BTW, why not simply use np.array() as in:

In [147]: nums = np.arange(6)

In [148]: nums
Out[148]: array([0, 1, 2, 3, 4, 5])

In [149]: [nums] * 5
Out[149]: 
[array([0, 1, 2, 3, 4, 5]),
 array([0, 1, 2, 3, 4, 5]),
 array([0, 1, 2, 3, 4, 5]),
 array([0, 1, 2, 3, 4, 5]),
 array([0, 1, 2, 3, 4, 5])]

In [150]: np.array([nums] * 5)
Out[150]: 
array([[0, 1, 2, 3, 4, 5],
       [0, 1, 2, 3, 4, 5],
       [0, 1, 2, 3, 4, 5],
       [0, 1, 2, 3, 4, 5],
       [0, 1, 2, 3, 4, 5]])

In one-line:

In [151]: np.array([np.arange(6)] * 5)
Out[151]: 
array([[0, 1, 2, 3, 4, 5],
       [0, 1, 2, 3, 4, 5],
       [0, 1, 2, 3, 4, 5],
       [0, 1, 2, 3, 4, 5],
       [0, 1, 2, 3, 4, 5]])

Comments

1

you can't multiply a numpy array with a scalar and expect the same behaviour as multiplying a python list (or string) with a scalar.

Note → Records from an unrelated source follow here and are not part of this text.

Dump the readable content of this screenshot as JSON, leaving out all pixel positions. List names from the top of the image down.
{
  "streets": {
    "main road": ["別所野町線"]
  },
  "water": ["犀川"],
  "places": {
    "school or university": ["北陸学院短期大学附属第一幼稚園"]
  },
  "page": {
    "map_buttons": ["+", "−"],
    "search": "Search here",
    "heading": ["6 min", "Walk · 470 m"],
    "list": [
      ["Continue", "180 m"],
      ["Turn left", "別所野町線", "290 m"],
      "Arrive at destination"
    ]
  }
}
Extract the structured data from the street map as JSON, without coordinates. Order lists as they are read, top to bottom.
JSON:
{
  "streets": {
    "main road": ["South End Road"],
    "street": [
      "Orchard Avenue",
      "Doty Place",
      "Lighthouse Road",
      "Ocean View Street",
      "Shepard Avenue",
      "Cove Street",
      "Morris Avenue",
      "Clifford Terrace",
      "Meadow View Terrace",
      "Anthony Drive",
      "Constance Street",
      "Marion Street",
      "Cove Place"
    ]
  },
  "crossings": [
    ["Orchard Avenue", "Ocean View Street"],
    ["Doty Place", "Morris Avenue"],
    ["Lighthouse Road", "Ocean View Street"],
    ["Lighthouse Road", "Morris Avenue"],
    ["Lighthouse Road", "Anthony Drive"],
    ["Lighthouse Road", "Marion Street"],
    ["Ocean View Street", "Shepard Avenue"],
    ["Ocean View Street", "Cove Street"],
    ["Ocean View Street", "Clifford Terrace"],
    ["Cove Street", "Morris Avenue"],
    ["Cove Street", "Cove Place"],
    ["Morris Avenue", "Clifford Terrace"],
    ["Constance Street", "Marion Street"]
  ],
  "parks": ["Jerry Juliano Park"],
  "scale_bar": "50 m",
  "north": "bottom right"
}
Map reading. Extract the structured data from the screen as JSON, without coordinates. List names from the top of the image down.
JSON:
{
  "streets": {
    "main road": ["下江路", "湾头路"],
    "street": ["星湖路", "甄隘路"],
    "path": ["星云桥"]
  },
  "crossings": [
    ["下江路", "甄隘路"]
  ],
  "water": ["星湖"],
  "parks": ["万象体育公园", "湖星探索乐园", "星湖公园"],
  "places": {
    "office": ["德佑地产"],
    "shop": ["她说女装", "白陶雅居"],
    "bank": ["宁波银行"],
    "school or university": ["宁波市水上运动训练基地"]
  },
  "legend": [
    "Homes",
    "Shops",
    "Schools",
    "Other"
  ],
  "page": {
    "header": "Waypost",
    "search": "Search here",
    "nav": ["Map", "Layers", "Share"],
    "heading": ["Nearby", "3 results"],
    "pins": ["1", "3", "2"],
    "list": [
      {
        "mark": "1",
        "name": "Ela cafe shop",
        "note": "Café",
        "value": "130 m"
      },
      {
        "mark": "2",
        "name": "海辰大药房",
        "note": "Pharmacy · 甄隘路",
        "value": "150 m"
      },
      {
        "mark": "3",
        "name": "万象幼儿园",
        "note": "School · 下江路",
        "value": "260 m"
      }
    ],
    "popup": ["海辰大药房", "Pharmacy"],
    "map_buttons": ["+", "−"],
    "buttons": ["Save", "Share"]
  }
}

for numpy, the multiplication operator will broadcast the multiplication over all the array elements:

i.e.

np.array([1,2,3]) * 2 == np.array([1*2, 2*2, 3*2) == np.array([2,4,6])

instead, you can use a list comprehension

np.array([np.arange(6) for _ in range(4)])
array([[0, 1, 2, 3, 4, 5],
       [0, 1, 2, 3, 4, 5],
       [0, 1, 2, 3, 4, 5],
       [0, 1, 2, 3, 4, 5]])

or generate a list of lists through multiplication and then convert to numpy array & reshape:

np.array([list(range(6))*4]).reshape(4,6)
array([[0, 1, 2, 3, 4, 5],
       [0, 1, 2, 3, 4, 5],
       [0, 1, 2, 3, 4, 5],
       [0, 1, 2, 3, 4, 5]])

or, generate an array of shape (1,6) and repeat along the first axix:

np.repeat(np.arange(6).reshape(1,6), repeats=4, axis=0)
# produces the same output as the example outputs above.

1 Comment

The next answer makes the simple change of including the multiplication inside the np.array() invocation. From the wording of your answer it would appear you were not aware of it.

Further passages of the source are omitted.